*WHAT NEEDS TO BE DONE:*
An exact copy of the records below is needed, with every picture left out.

*Saved data entries:*
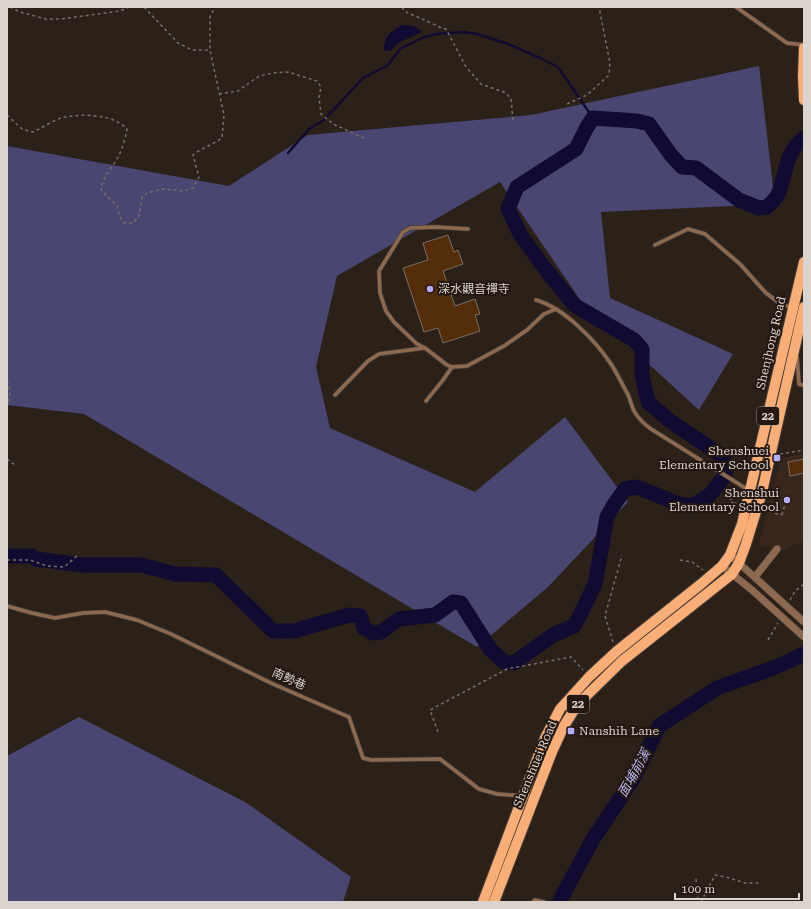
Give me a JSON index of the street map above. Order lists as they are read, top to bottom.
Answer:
{
  "streets": {
    "main road": ["Shenjhong Road", "22", "Shenshuei Road"],
    "lane": ["南勢巷"]
  },
  "crossings": [
    ["Shenjhong Road", "Shenshuei Road"],
    ["南勢巷", "Shenshuei Road"]
  ],
  "water": ["面埔前溪"],
  "places": {
    "other": ["深水觀音禪寺", "Shenshui Elementary School"],
    "transit": ["Shenshuei Elementary School", "Nanshih Lane"]
  },
  "scale_bar": "100 m"
}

*RESPONSE BOX:*
Give me a JSON index of the street map above. Order lists as they are read, top to bottom.
Answer:
{
  "streets": {
    "main road": ["Shenjhong Road", "22", "Shenshuei Road"],
    "lane": ["南勢巷"]
  },
  "crossings": [
    ["Shenjhong Road", "Shenshuei Road"],
    ["南勢巷", "Shenshuei Road"]
  ],
  "water": ["面埔前溪"],
  "places": {
    "other": ["深水觀音禪寺", "Shenshui Elementary School"],
    "transit": ["Shenshuei Elementary School", "Nanshih Lane"]
  },
  "scale_bar": "100 m"
}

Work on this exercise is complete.